Google Cloud Platform All-In-One Guide

Author : Praveen Kukreti
Publisher : BPB Publications
Page : 298 pages
File Size : 52,5 Mb
Release : 2023-01-16
Category : Computers
ISBN : 9789355513328

Get Book

Google Cloud Platform All-In-One Guide by Praveen Kukreti Pdf

Explore the Essential Concepts, Tools, and Services in GCP KEY FEATURES ● Build a solid foundation of the Google Cloud Platform. ● Work with different AI and Machine Learning services offered by Google Cloud. ● Learn how to use Google cloud services to build scalable apps. DESCRIPTION Google Cloud platform has a suite of cloud computing services for developing and maintaining software. It includes products like Google Compute Engine, Google App Engine, Google Cloud Storage, and Google Container Engine. With so much to offer, we will learn how to manage services running on Google Cloud. ‘Google Cloud Platform All-In-One Guide’ is primarily for everyone who wants to get familiar with the comprehensive list of services in GCP. You will work with various cloud-based services in computing, storage, database, and networking domains. You will understand how Big Data services can be used for developing end-to-end ETL/ELT pipelines. Lastly, you will explore various APIs available in Google cloud. The book ends with a chapter on best practices that will help you maximize resource utilization and cost optimization. By the end of the book, you will be able to design, develop, and deploy apps in GCP. WHAT YOU WILL LEARN ● Explore and work with security and monitoring services in Google Cloud. ● Learn how to build an ETL Pipeline in the Google Cloud Platform. ● Build and deploy code-based custom models using Vertex AI and Jupyter notebook. ● Learn how to create workflows using GCP services. ● Get an overview of best practices for securely deploying your workloads on Google Cloud. WHO THIS BOOK IS FOR This book is for everyone new to cloud computing or Google cloud. Cloud professionals who are looking to migrate their services to the Google cloud platform will find this book helpful. TABLE OF CONTENTS 1. Cloud Computing Fundamentals 2. Compute in Google Cloud 3. Storage in Google Cloud 4. Database Services in Google Cloud 5. Networking in Google Cloud 6. Security and Monitoring Services in Google Cloud 7. Big Data in Google Cloud 8. AI/ML in Google Cloud 9. Orchestration Services in GCP 10. Migration Services in GCP 11. Best Practices 12. Bonus Chapter 13. Use Cases

Official Google Cloud Certified Professional Cloud Architect Study Guide

Author : Dan Sullivan
Publisher : John Wiley & Sons
Page : 323 pages
File Size : 42,6 Mb
Release : 2019-10-10
Category : Computers
ISBN : 9781119602507

Get Book

Official Google Cloud Certified Professional Cloud Architect Study Guide by Dan Sullivan Pdf

Sybex's proven Study Guide format teaches Google Cloud Architect job skills and prepares you for this important new Cloud exam.
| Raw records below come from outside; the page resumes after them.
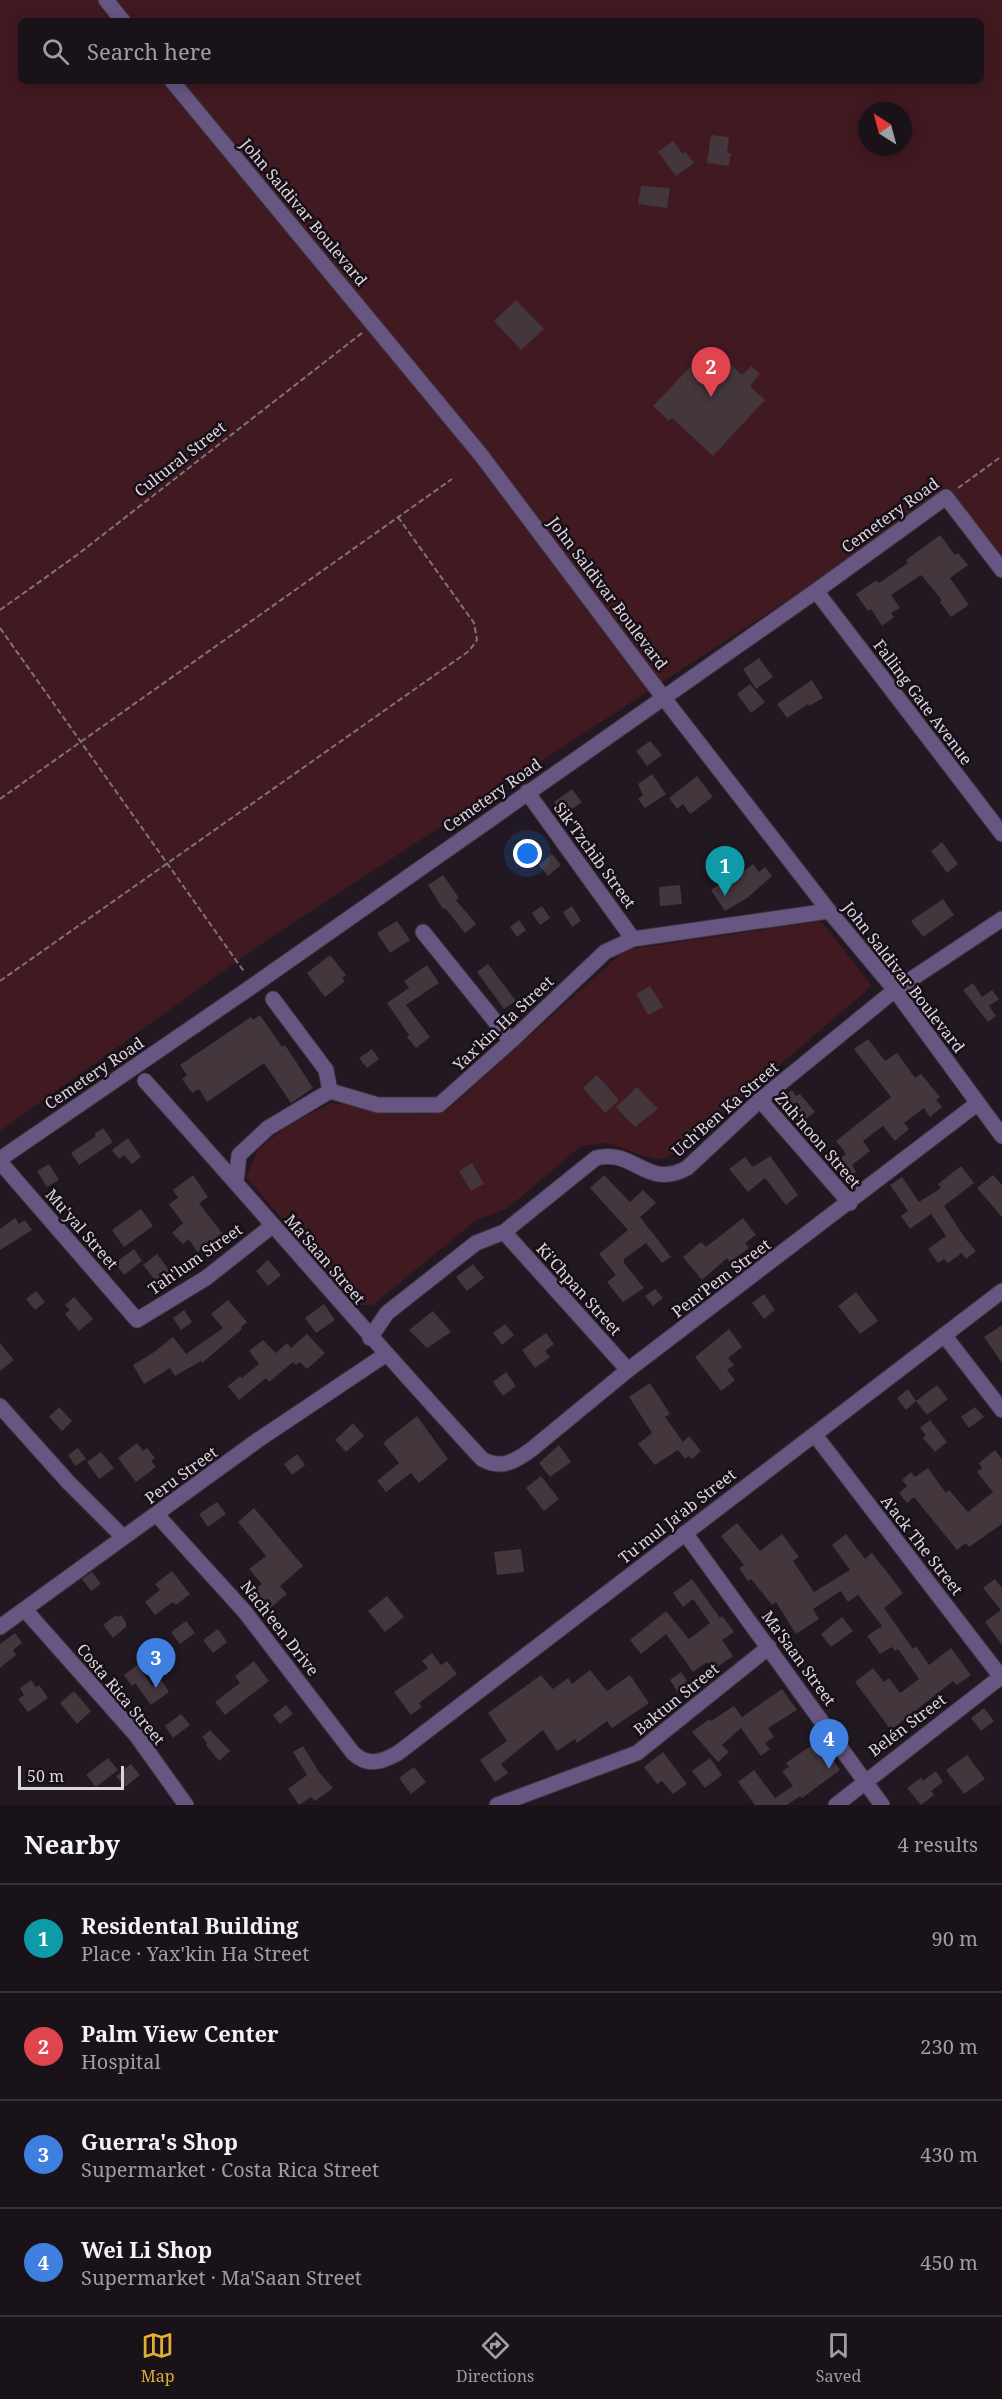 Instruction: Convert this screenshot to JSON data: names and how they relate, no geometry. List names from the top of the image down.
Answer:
{
  "streets": {
    "street": [
      "John Saldivar Boulevard",
      "Cemetery Road",
      "Falling Gate Avenue",
      "Sik'Tzchib Street",
      "Yax'kin Ha Street",
      "Uch'Ben Ka Street",
      "Zuh'noon Street",
      "Mu'yal Street",
      "Tah'lum Street",
      "Ma'Saan Street",
      "Pem'Pem Street",
      "Ki'Chpan Street",
      "Peru Street",
      "Tu'mul Ja'ab Street",
      "A'ack The Street",
      "Nach'een Drive",
      "Costa Rica Street",
      "Baktun Street",
      "Belén Street"
    ],
    "path": ["Cultural Street"]
  },
  "crossings": [
    ["John Saldivar Boulevard", "Cultural Street"],
    ["John Saldivar Boulevard", "Cemetery Road"],
    ["John Saldivar Boulevard", "Yax'kin Ha Street"],
    ["John Saldivar Boulevard", "Uch'Ben Ka Street"],
    ["John Saldivar Boulevard", "Pem'Pem Street"],
    ["Cemetery Road", "Falling Gate Avenue"],
    ["Cemetery Road", "Sik'Tzchib Street"],
    ["Cemetery Road", "Mu'yal Street"],
    ["Sik'Tzchib Street", "Yax'kin Ha Street"],
    ["Uch'Ben Ka Street", "Zuh'noon Street"],
    ["Uch'Ben Ka Street", "Ma'Saan Street"],
    ["Uch'Ben Ka Street", "Ki'Chpan Street"],
    ["Zuh'noon Street", "Pem'Pem Street"],
    ["Mu'yal Street", "Tah'lum Street"],
    ["Tah'lum Street", "Ma'Saan Street"],
    ["Ma'Saan Street", "Pem'Pem Street"],
    ["Ma'Saan Street", "Peru Street"],
    ["Ma'Saan Street", "Tu'mul Ja'ab Street"],
    ["Ma'Saan Street", "Baktun Street"],
    ["Ma'Saan Street", "Belén Street"],
    ["Pem'Pem Street", "Ki'Chpan Street"],
    ["Peru Street", "Nach'een Drive"],
    ["Peru Street", "Costa Rica Street"],
    ["Tu'mul Ja'ab Street", "A'ack The Street"],
    ["Tu'mul Ja'ab Street", "Nach'een Drive"],
    ["A'ack The Street", "Belén Street"]
  ],
  "scale_bar": "50 m",
  "north": "top left",
  "page": {
    "search": "Search here",
    "pins": [
      "2",
      "1",
      "3",
      "4"
    ],
    "scale": "50 m",
    "heading": ["Nearby", "4 results"],
    "list": [
      {
        "mark": "1",
        "name": "Residental Building",
        "note": "Place · Yax'kin Ha Street",
        "value": "90 m"
      },
      {
        "mark": "2",
        "name": "Palm View Center",
        "note": "Hospital",
        "value": "230 m"
      },
      {
        "mark": "3",
        "name": "Guerra's Shop",
        "note": "Supermarket · Costa Rica Street",
        "value": "430 m"
      },
      {
        "mark": "4",
        "name": "Wei Li Shop",
        "note": "Supermarket · Ma'Saan Street",
        "value": "450 m"
      }
    ],
    "nav": ["Map", "Directions", "Saved"]
  }
} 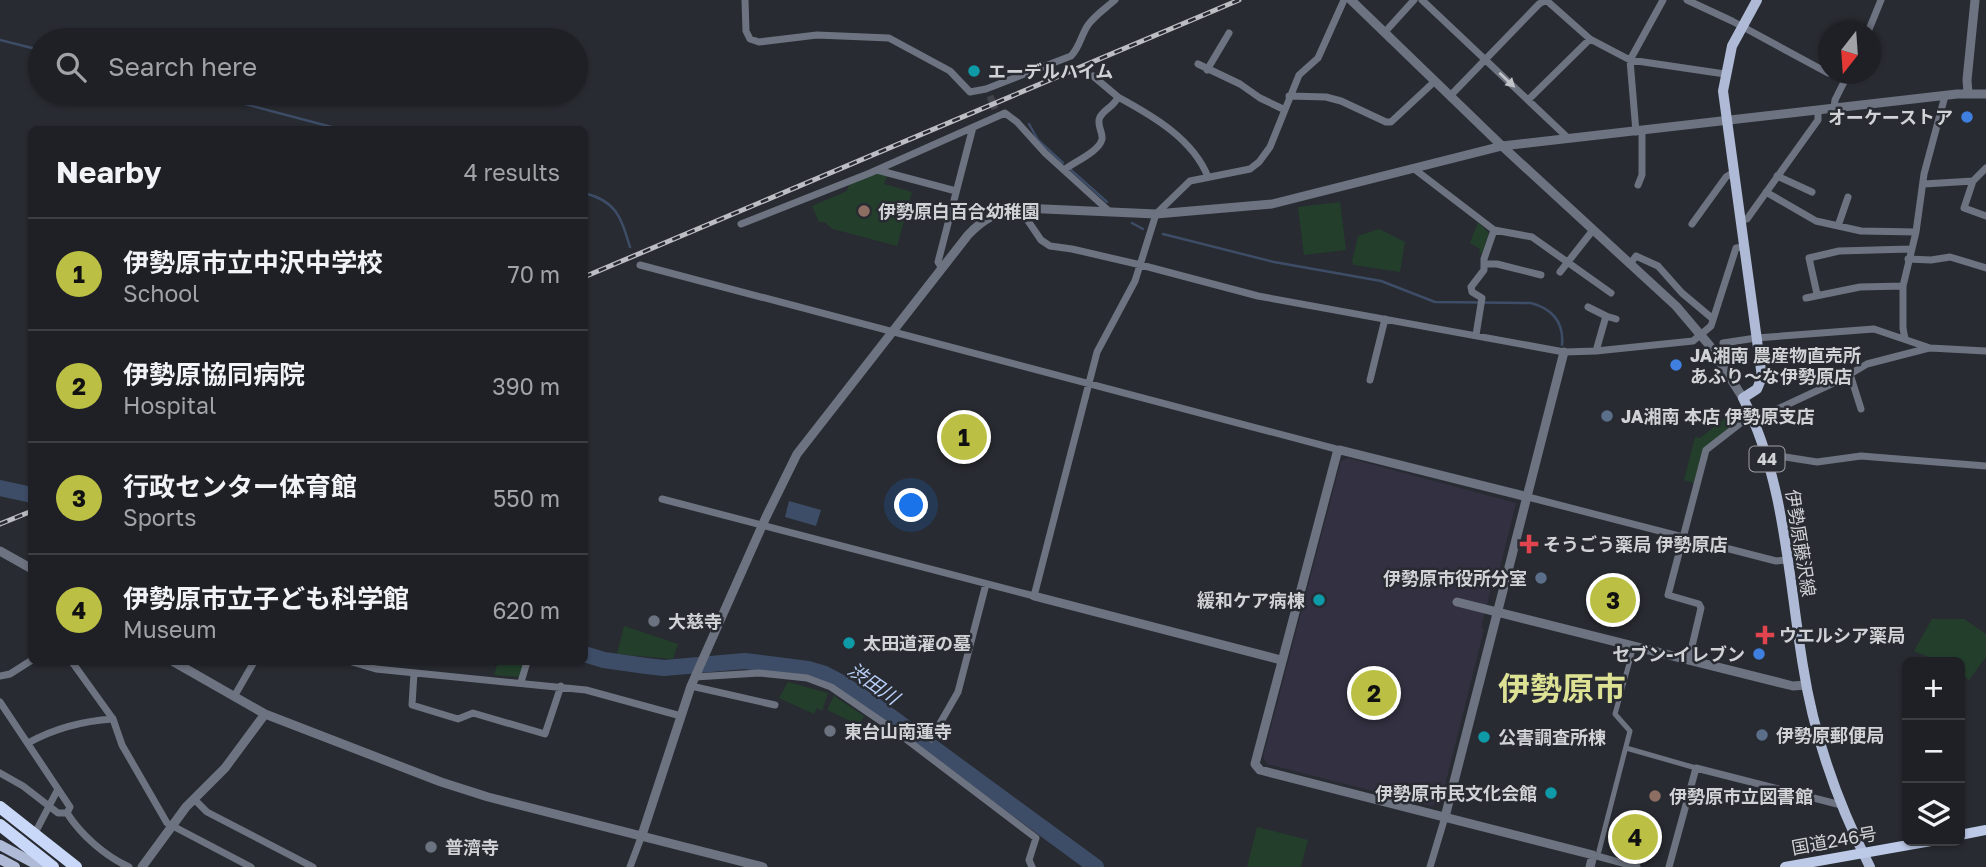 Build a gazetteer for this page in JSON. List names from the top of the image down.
{
  "streets": {
    "highway": ["国道246号"],
    "main road": ["44", "伊勢原藤沢線"]
  },
  "crossings": [
    ["伊勢原藤沢線", "国道246号"]
  ],
  "districts": ["伊勢原市"],
  "water": ["渋田川"],
  "places": {
    "other": [
      "エーデルハイム",
      "オーケーストア",
      "伊勢原白百合幼稚園",
      "JA湘南 農産物直売所 あふり～な伊勢原店",
      "JA湘南 本店 伊勢原支店",
      "伊勢原市役所分室",
      "緩和ケア病棟",
      "大慈寺",
      "太田道灌の墓",
      "セブン-イレブン",
      "東台山南蓮寺",
      "伊勢原郵便局",
      "公害調査所棟",
      "伊勢原市民文化会館",
      "伊勢原市立図書館",
      "普濟寺"
    ],
    "health": ["そうごう薬局 伊勢原店", "ウエルシア薬局"]
  },
  "north": "bottom",
  "page": {
    "search": "Search here",
    "heading": ["Nearby", "4 results"],
    "list": [
      {
        "mark": "1",
        "name": "伊勢原市立中沢中学校",
        "note": "School",
        "value": "70 m"
      },
      {
        "mark": "2",
        "name": "伊勢原協同病院",
        "note": "Hospital",
        "value": "390 m"
      },
      {
        "mark": "3",
        "name": "行政センター体育館",
        "note": "Sports",
        "value": "550 m"
      },
      {
        "mark": "4",
        "name": "伊勢原市立子ども科学館",
        "note": "Museum",
        "value": "620 m"
      }
    ],
    "pins": [
      "1",
      "3",
      "2",
      "4"
    ],
    "map_buttons": ["+", "−"]
  }
}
The Google Cloud Certified Professional Cloud Architect Study Guide is the essential resource for anyone preparing for this highly sought-after, professional-level certification. Clear and accurate chapters cover 100% of exam objectives—helping you gain the knowledge and confidence to succeed on exam day. A pre-book assessment quiz helps you evaluate your skills, while chapter review questions emphasize critical points of learning. Detailed explanations of crucial topics include analyzing and defining technical and business processes, migration planning, and designing storage systems, networks, and compute resources. Written by Dan Sullivan—a well-known author and software architect specializing in analytics, machine learning, and cloud computing—this invaluable study guide includes access to the Sybex interactive online learning environment, which includes complete practice tests, electronic flash cards, a searchable glossary, and more. Providing services suitable for a wide range of applications, particularly in high-growth areas of analytics and machine learning, Google Cloud is rapidly gaining market share in the cloud computing world. Organizations are seeking certified IT professionals with the ability to deploy and operate infrastructure, services, and networks in the Google Cloud. Take your career to the next level by validating your skills and earning certification. Design and plan cloud solution architecture Manage and provision cloud infrastructure Ensure legal compliance and security standards Understand options for implementing hybrid clouds Develop solutions that meet reliability, business, and technical requirements The Google Cloud Certified Professional Cloud Architect Study Guide is a must-have for IT professionals preparing for certification to deploy and manage Google cloud services.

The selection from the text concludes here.